■ EXERCISE AIM:
Copy exactly the lines from the start of the material through the line with "position:absolute; inset:0; border:14px". Pictures stay out of the copy.

■ RECORDS SUPPLIED:
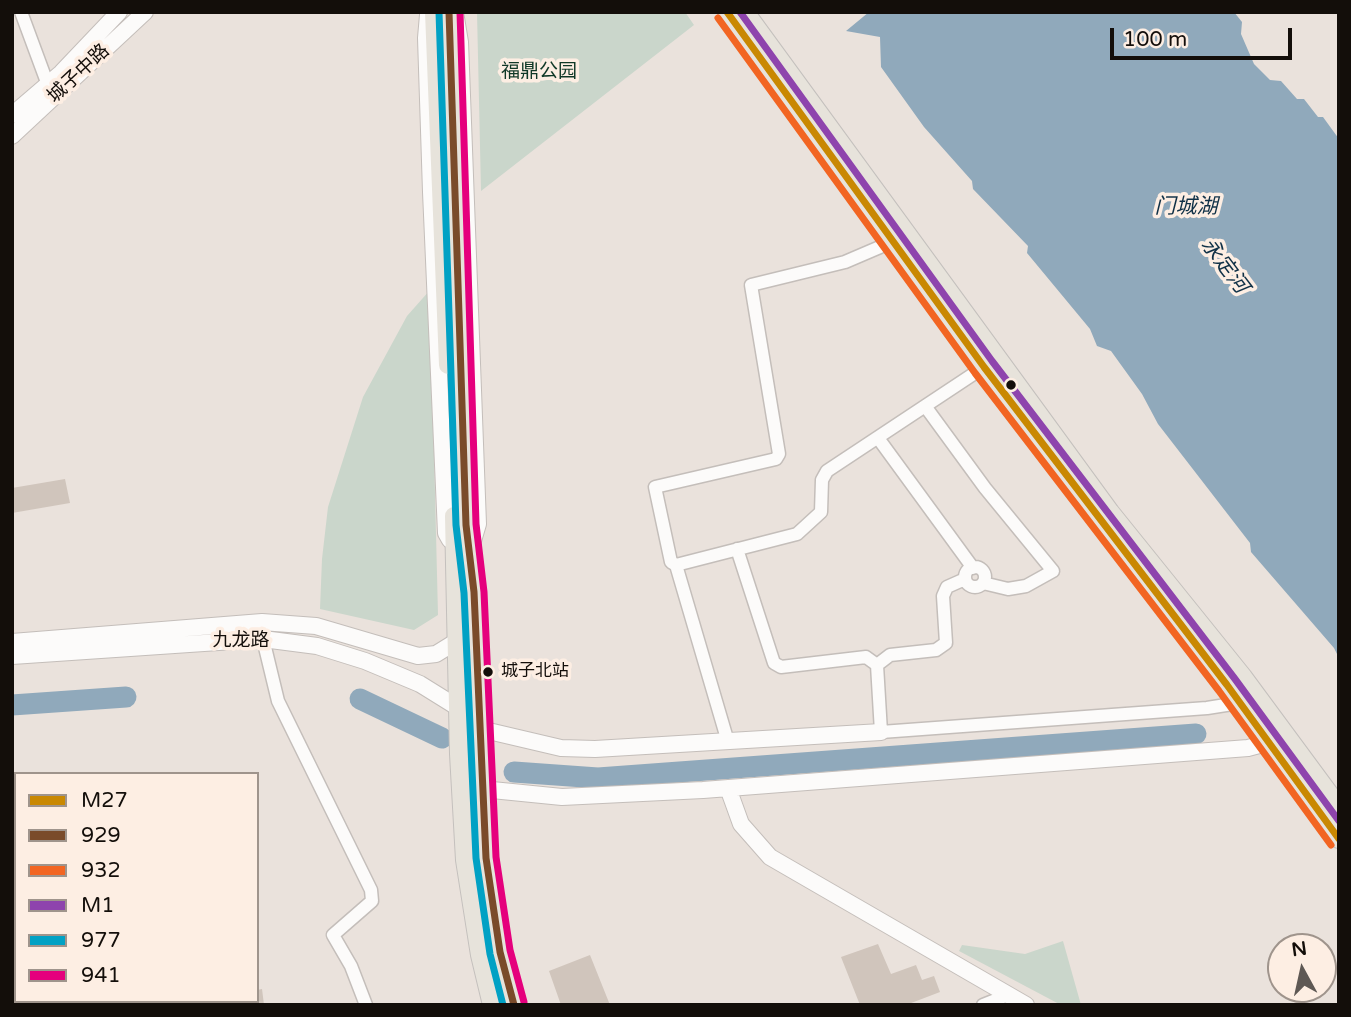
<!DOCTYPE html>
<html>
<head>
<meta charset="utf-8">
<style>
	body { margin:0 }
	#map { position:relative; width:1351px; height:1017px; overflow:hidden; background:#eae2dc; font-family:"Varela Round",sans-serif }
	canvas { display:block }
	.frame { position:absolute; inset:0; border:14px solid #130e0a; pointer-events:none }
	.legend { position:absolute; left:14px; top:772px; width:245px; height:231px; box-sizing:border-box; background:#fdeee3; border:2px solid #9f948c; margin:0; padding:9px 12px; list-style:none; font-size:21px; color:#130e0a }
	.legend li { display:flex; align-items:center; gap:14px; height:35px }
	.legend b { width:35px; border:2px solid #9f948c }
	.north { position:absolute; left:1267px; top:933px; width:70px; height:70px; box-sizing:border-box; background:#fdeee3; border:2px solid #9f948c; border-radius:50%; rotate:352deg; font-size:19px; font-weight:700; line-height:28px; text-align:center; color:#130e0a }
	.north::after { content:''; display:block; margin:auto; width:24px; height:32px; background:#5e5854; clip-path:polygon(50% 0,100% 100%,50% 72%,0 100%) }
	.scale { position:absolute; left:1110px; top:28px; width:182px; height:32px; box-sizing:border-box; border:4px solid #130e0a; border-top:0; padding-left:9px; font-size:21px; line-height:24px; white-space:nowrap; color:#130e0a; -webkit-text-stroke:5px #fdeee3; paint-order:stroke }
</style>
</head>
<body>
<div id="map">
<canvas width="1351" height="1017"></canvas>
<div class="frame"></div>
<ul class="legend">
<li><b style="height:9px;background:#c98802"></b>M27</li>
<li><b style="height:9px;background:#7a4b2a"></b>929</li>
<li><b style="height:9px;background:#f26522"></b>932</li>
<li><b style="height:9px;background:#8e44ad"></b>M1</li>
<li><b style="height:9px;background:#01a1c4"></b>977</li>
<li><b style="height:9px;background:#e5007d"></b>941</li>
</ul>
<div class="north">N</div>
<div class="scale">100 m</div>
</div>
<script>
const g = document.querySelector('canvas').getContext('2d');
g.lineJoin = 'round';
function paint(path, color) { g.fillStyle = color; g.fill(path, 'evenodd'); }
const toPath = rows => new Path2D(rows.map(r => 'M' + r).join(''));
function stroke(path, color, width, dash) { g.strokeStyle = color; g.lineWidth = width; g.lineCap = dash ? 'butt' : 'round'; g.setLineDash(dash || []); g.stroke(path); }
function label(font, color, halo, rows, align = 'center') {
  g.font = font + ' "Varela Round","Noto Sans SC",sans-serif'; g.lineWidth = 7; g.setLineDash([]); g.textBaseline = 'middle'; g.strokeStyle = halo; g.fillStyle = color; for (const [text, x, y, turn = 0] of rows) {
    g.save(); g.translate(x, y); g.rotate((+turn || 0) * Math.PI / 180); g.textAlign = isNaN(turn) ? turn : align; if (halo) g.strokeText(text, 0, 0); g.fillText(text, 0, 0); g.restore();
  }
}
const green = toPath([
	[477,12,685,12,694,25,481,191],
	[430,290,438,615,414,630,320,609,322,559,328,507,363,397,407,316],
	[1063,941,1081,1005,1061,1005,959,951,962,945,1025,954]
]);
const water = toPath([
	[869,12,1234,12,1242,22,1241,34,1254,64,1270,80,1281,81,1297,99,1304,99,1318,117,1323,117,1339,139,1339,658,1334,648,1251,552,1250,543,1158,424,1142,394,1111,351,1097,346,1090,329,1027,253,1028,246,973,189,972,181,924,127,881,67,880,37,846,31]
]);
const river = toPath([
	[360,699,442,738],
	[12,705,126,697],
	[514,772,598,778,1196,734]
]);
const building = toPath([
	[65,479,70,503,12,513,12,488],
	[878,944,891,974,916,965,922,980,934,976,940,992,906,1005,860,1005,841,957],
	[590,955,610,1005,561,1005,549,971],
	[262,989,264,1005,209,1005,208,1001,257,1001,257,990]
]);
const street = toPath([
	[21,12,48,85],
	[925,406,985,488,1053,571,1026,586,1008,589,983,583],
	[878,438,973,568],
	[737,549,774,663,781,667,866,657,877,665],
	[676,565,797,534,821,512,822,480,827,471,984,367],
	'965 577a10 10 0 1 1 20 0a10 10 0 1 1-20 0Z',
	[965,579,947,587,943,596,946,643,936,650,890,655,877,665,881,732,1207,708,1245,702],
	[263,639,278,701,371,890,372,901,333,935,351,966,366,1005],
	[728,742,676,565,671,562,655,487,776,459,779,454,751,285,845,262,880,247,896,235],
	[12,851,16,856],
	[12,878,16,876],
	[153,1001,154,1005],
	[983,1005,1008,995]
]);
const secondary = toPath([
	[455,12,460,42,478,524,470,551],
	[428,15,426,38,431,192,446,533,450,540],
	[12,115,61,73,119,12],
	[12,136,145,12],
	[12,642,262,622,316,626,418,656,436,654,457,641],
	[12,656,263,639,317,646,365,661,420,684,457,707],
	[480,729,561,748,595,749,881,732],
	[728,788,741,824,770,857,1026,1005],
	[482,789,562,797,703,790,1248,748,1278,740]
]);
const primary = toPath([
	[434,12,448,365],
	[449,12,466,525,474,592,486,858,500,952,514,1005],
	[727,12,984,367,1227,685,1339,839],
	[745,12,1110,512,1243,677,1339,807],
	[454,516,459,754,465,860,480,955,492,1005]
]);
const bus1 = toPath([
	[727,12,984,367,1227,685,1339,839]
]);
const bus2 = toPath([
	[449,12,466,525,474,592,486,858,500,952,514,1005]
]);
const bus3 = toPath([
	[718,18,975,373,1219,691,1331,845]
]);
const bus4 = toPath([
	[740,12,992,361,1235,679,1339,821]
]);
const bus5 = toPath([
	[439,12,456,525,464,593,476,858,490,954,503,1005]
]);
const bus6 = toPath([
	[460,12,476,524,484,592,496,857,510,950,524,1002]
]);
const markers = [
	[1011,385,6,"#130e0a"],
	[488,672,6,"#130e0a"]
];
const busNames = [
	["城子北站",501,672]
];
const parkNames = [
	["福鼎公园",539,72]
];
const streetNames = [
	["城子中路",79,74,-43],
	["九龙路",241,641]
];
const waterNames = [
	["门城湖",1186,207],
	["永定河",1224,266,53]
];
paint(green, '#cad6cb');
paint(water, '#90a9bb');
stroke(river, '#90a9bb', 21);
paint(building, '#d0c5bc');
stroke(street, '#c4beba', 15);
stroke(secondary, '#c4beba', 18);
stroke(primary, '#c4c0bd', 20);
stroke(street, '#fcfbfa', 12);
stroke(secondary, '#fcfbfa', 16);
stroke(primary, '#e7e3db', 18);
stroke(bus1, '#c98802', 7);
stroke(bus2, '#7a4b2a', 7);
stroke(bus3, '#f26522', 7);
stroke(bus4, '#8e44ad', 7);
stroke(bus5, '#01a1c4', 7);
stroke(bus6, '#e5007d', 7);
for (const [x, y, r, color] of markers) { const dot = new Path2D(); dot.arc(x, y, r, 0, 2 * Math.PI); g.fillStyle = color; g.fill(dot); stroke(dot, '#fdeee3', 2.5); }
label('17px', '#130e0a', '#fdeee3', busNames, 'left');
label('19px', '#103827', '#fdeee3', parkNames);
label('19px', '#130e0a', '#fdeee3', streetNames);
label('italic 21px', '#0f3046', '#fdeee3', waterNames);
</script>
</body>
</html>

■ ANSWER:
<!DOCTYPE html>
<html>
<head>
<meta charset="utf-8">
<style>
	body { margin:0 }
	#map { position:relative; width:1351px; height:1017px; overflow:hidden; background:#eae2dc; font-family:"Varela Round",sans-serif }
	canvas { display:block }
	.frame { position:absolute; inset:0; border:14px solid #130e0a; pointer-events:none }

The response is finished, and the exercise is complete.